_What to do:_ Return, from the data below, each line that contains the word "scale".

(Stored items)
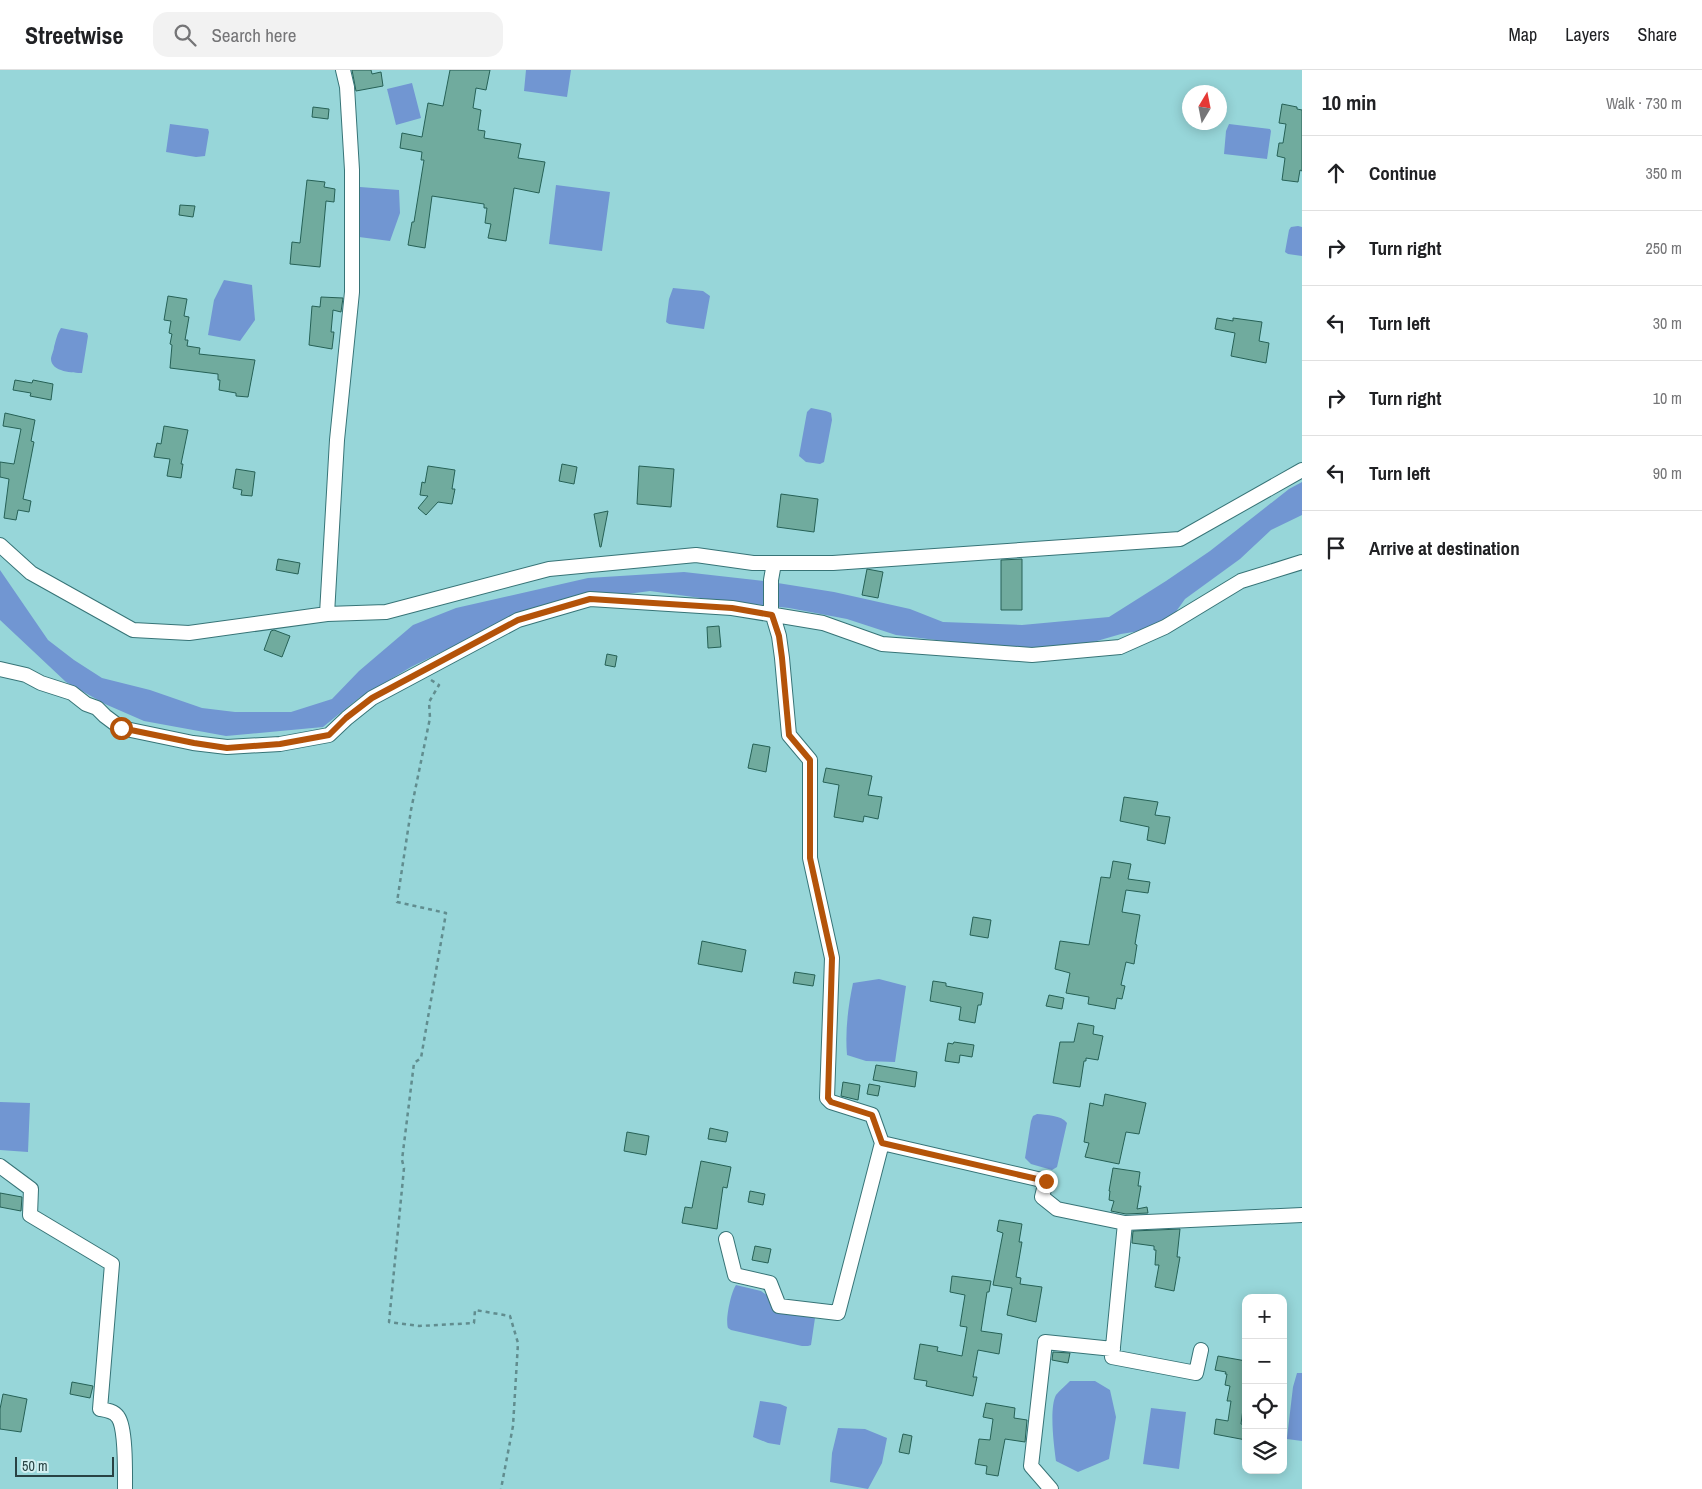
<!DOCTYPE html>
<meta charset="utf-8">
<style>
:root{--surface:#fff;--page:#f2f2f2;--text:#202124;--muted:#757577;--line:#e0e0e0}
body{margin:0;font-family:"Archivo Narrow",sans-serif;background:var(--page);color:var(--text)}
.controls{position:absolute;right:15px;bottom:15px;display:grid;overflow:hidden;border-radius:10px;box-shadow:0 2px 12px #0003}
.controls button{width:45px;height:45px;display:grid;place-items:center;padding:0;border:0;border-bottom:1px solid var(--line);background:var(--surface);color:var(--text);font:25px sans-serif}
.compass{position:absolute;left:1182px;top:15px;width:45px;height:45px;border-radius:50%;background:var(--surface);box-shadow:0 2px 12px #0003;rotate:10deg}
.scale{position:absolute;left:15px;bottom:12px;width:99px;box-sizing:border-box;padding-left:5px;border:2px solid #284243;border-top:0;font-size:14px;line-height:18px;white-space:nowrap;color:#284243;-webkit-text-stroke:4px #d2f0f1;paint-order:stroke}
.stop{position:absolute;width:15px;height:15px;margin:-11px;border:4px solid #b45309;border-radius:50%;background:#fff}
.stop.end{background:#b45309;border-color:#fff;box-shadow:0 1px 5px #0008}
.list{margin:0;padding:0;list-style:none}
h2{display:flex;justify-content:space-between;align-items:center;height:65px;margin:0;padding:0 20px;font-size:21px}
h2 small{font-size:16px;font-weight:400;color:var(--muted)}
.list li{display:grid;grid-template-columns:32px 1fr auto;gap:15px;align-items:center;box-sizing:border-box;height:75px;padding:0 20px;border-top:1px solid var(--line)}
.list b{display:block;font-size:19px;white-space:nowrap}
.list em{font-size:16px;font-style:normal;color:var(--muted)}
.icon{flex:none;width:28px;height:28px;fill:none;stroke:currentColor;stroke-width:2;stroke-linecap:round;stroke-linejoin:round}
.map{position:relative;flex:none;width:1302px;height:1419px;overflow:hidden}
header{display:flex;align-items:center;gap:30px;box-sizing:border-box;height:70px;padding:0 25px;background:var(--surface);border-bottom:1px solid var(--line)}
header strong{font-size:24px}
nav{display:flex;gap:28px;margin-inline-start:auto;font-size:18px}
.search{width:350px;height:45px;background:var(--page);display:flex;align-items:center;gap:12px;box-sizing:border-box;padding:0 18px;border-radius:15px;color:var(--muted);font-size:19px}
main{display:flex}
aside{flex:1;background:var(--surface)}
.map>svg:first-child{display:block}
.water{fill:#7196d2}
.building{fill:#70ab9e;stroke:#266156}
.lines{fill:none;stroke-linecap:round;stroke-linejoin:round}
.minor-casing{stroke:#377477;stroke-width:16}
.path{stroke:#618d8f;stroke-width:2.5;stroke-dasharray:4 4;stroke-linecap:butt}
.minor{stroke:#fff;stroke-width:14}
.route{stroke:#b45309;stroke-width:6}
</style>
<header>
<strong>Streetwise</strong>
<div class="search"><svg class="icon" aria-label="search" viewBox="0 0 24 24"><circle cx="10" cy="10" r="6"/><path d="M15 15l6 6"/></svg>Search here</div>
<nav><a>Map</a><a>Layers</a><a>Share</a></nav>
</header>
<main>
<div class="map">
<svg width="1302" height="1419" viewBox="0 0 1302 1419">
<rect width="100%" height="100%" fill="#97d6d9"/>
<path class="water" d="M526 0H571L567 27 524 21Z
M412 13 421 48 396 55 387 19Z
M170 54 208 59 209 62 205 86 196 87 166 82Z
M1229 54 1270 59 1271 61 1267 89 1224 84 1226 61Z
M556 115 610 122 602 181 549 174Z
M360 117 399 120 400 143 390 171 359 167 356 138Z
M1298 156 1302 157V186L1288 184 1285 182 1289 160 1291 157Z
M224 210 252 215 255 250 240 271 208 265 214 230Z
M673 218 703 221 710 226 704 259 669 254 666 252 669 229Z
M61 258 87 263 88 266 82 303C74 303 51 302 51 289 51 286 54 280 54 277 56 270 57 264 61 258Z
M811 338 826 341 831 343 832 350 824 392 820 394 806 392 799 386 807 342Z
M1302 412V445L1271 460 1240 489 1185 529 1165 557 1121 564 1083 575 1022 579 960 573 896 565 847 549 789 538 715 530 650 521 590 529 474 566 411 597 359 628 323 657 226 666 144 651 105 634 66 612 0 550V500L48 570 74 590 102 608 150 620 202 638 235 642H291L332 629 359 601 413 555 456 538 588 508 684 502 765 511 834 522 910 539 943 552 1022 555 1109 547 1166 511 1210 481 1289 419Z
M879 909 906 916 895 992 866 991 847 985C845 961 848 937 853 913Z
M0 1032 30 1033 28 1082 0 1080Z
M1037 1044C1047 1045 1061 1045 1067 1053L1057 1097 1052 1100 1031 1094 1025 1088 1031 1051 1033 1046Z
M736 1215 761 1221 768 1226 815 1248 811 1275 808 1276H802L731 1260 728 1258C725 1250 731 1222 736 1215Z
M1297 1303H1302V1371L1287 1369V1368L1293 1317Z
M1070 1311H1095L1110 1320 1116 1347 1109 1389 1078 1402 1056 1391C1054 1377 1049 1338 1056 1325 1060 1320 1066 1315 1070 1311Z
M760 1331 780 1334 787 1337 780 1375 768 1373 753 1367Z
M1151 1338 1186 1342 1179 1399 1143 1394Z
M838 1358 865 1359 887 1368 882 1393 868 1419 830 1412 832 1383Z"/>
<path class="building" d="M352 0H371L372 4 381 2 383 16 356 21Z
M450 0H490L486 20 476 18 473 38 481 40 478 60 485 61 484 68 521 74 518 88 545 92 539 123 514 118 506 171 488 168 491 154 485 153 487 138H484V134L432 126 425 178 408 175 412 152H414L424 90H421L422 82 400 78 402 63 422 67 428 33 443 36Z
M1282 34 1297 37V39L1302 40V101L1300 100 1298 112 1282 110 1285 88 1277 86 1279 73H1283L1286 54 1279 53Z
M313 37 329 39 328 49 312 47Z
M307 110 325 112 324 117 335 119 334 132 326 131 320 197 290 194 292 172 300 173Z
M180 135 195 136 193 147 179 145Z
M168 226 187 229 184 246 189 247 185 270H188L187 276 200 278 199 284 255 290 248 327 236 326V323L219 320 220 310H218V304L170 298 172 275 170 274 172 264 169 263 171 251 164 250Z
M321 227 343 228 341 242 333 240 331 262H334L332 279 309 275 312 236 320 237Z
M1217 248 1233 251V248L1262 252 1259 271 1269 273 1266 293 1231 286 1235 263 1215 259Z
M15 310 32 313 33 310 53 314 51 330 30 326 31 323 13 320Z
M5 343 35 350 31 371 34 372 23 429 31 431 29 442 18 440 16 450 4 448 9 409 0 407V392L14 394 21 359 3 356Z
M164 356 188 360 181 394H183L181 408 167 406 170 389 154 387 157 373 161 374Z
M562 394 577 397 574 414 559 411Z
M428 396 455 400 452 419H455L452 434 438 432 426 445 418 438 428 426 420 425 422 412 425 413Z
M639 396 674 399 671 437 637 434Z
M236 399 255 402 252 426 241 425 242 420 233 418Z
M781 424 818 429 814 462 777 457Z
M608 441 601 477H600L594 444Z
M278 489 300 493 298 504 276 500Z
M1022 489V540H1001V490Z
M867 499 883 502 878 528 862 525Z
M719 556 721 577 708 578 707 557Z
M274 560 290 566 282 587 264 580 271 561Z
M607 584 617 586 615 597 605 595Z
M753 674 770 677 766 702 748 698Z
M826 698 872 706 868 725 882 727 878 749 864 746 863 752 834 747 839 715 823 712Z
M1124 727 1158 732 1155 745 1170 747 1165 774 1147 770 1149 757 1120 751Z
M1113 791 1131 794 1128 809 1150 812 1148 823 1126 820 1122 842 1140 845 1135 874 1137 875 1134 894 1126 892 1121 915 1125 916 1122 929 1117 928 1115 939 1088 934 1089 927 1066 923 1070 903 1055 899 1060 871 1089 875 1101 807 1110 808Z
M973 847 991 850 988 868 970 865Z
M702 871 746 880 742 902 698 894Z
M795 902 815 905 813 916 793 913Z
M933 911 946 913V916L983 923 981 935H978L975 953 959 950 961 937 930 931Z
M1049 925 1064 928 1062 939 1046 936Z
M1078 953 1094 956 1093 964 1103 966 1098 990 1086 988V991H1084L1080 1017 1053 1013 1060 972H1074Z
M954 972 974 975 972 987 960 985 959 993 945 991 948 973 953 974Z
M876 995 917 1002 915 1017 873 1010Z
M843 1012 860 1015 858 1030 841 1026Z
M869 1014 880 1016 878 1026 867 1024Z
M1105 1024 1146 1033 1139 1064 1126 1062 1119 1094 1085 1087 1089 1073 1084 1072 1090 1033 1103 1036Z
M710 1058 728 1062 726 1072 708 1069Z
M627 1062 649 1066 646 1085 624 1081Z
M701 1091 731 1097 727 1118 723 1117 717 1159 682 1153 685 1137 692 1138Z
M1113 1098 1140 1102 1138 1116H1141L1137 1139 1147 1137 1148 1143 1126 1144 1111 1141 1114 1131 1109 1130 1110 1121H1109Z
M750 1121 765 1124 763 1135 748 1132Z
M0 1123 22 1127 21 1141 0 1137Z
M999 1150 1022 1154 1019 1172H1022L1016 1207 1021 1208 1020 1214 1042 1217 1036 1252 1007 1245 1012 1218 993 1215 1003 1163 997 1161Z
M1180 1159 1177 1187H1180L1174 1221 1155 1217 1159 1195H1155L1156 1180H1154V1176L1132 1173 1133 1161Z
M755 1176 771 1179 768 1193 752 1190Z
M952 1206 991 1211 989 1222H987L981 1261 1002 1264 999 1284 978 1280 973 1307H977L973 1326 926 1316 927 1311 914 1309 920 1274 938 1277 937 1281 962 1286 967 1257 960 1256 965 1225 950 1222Z
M1053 1282 1070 1283 1068 1293 1052 1290Z
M1218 1286 1246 1291V1316L1241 1354 1246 1355V1370L1214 1364 1216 1349 1228 1351 1231 1331H1227L1230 1316 1225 1315 1227 1304H1225L1226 1302 1215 1300Z
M72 1312 93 1316 90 1328 70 1324Z
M3 1324 27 1329 21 1362 0 1359V1339Z
M986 1333 1015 1338 1014 1348 1027 1350 1025 1372 1005 1369 998 1406 986 1404 987 1396 975 1394 979 1369 990 1370 993 1349 983 1347Z
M903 1364 912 1366 909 1384 899 1382Z"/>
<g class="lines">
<defs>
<path id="minor" d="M0 475 31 503 133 560 189 563 327 544 337 370 352 222V100L347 17 343 0
M774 493H833L1180 469 1302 400
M327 544 386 542 549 499 696 485 753 493H774L771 510V539L779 566 782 588 789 665 810 690V788L832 888 827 1028 831 1032 872 1045 882 1073 838 1243 779 1236 770 1213 735 1205 726 1169
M0 599 26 605 41 613 72 623 86 634 97 638 105 646 121 658 193 673 227 677 280 674 329 665 347 648 372 628 518 550 590 529 732 538 823 553 882 574 1032 585 1120 577 1165 557 1241 511 1302 492
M882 1073 1046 1111 1042 1127 1057 1139 1125 1153 1302 1145
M0 1096 31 1119 30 1145 112 1194 100 1339C106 1340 114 1341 118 1347 126 1358 125 1404 125 1419
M1125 1153 1112 1287 1196 1303 1201 1280
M1051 1419 1031 1396 1045 1272 1113 1279"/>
</defs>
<use href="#minor" class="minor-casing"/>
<path class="path" d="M431 610 439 615 429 632 430 648 411 740 397 832 446 843 421 988 414 993 402 1090 404 1098 389 1252 419 1256 474 1253 475 1240 510 1246 518 1273 513 1356 501 1419"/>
<use href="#minor" class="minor"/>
</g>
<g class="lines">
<path class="route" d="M121 658 194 673 227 678 280 674 329 665 346 648 372 628 518 550 590 529 732 538 772 545 779 566 782 588 789 665 810 690V788L832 888 828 1028 831 1032 872 1045 882 1073 1046 1111"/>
</g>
</svg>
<div class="controls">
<button>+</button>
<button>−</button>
<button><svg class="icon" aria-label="locate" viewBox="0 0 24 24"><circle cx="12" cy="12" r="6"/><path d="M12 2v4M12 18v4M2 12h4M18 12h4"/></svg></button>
<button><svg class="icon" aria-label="layers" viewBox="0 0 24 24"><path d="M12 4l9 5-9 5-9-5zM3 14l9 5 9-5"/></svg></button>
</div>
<svg class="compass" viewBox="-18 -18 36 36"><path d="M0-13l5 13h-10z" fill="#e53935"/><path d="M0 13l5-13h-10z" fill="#757577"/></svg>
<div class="scale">50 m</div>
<div class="stop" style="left:121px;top:658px"></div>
<div class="stop end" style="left:1046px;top:1111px"></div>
</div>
<aside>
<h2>10 min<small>Walk · 730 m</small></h2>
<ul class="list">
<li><svg class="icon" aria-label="ahead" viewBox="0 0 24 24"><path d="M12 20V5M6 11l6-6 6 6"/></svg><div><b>Continue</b></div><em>350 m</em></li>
<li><svg class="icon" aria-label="right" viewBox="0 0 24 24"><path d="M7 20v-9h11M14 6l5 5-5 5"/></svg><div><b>Turn right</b></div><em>250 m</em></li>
<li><svg class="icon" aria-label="left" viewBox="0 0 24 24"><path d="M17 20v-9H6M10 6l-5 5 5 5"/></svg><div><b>Turn left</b></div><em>30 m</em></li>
<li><svg class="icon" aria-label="right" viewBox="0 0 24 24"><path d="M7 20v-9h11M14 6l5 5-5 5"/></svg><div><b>Turn right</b></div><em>10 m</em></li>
<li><svg class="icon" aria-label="left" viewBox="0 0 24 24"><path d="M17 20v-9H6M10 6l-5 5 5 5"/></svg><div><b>Turn left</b></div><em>90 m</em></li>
<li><svg class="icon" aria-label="arrive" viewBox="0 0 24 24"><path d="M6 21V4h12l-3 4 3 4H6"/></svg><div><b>Arrive at destination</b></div></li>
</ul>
</aside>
</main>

_Answer area:_
.scale{position:absolute;left:15px;bottom:12px;width:99px;box-sizing:border-box;padding-left:5px;border:2px solid #284243;border-top:0;font-size:14px;line-height:18px;white-space:nowrap;color:#284243;-webkit-text-stroke:4px #d2f0f1;paint-order:stroke}
<div class="scale">50 m</div>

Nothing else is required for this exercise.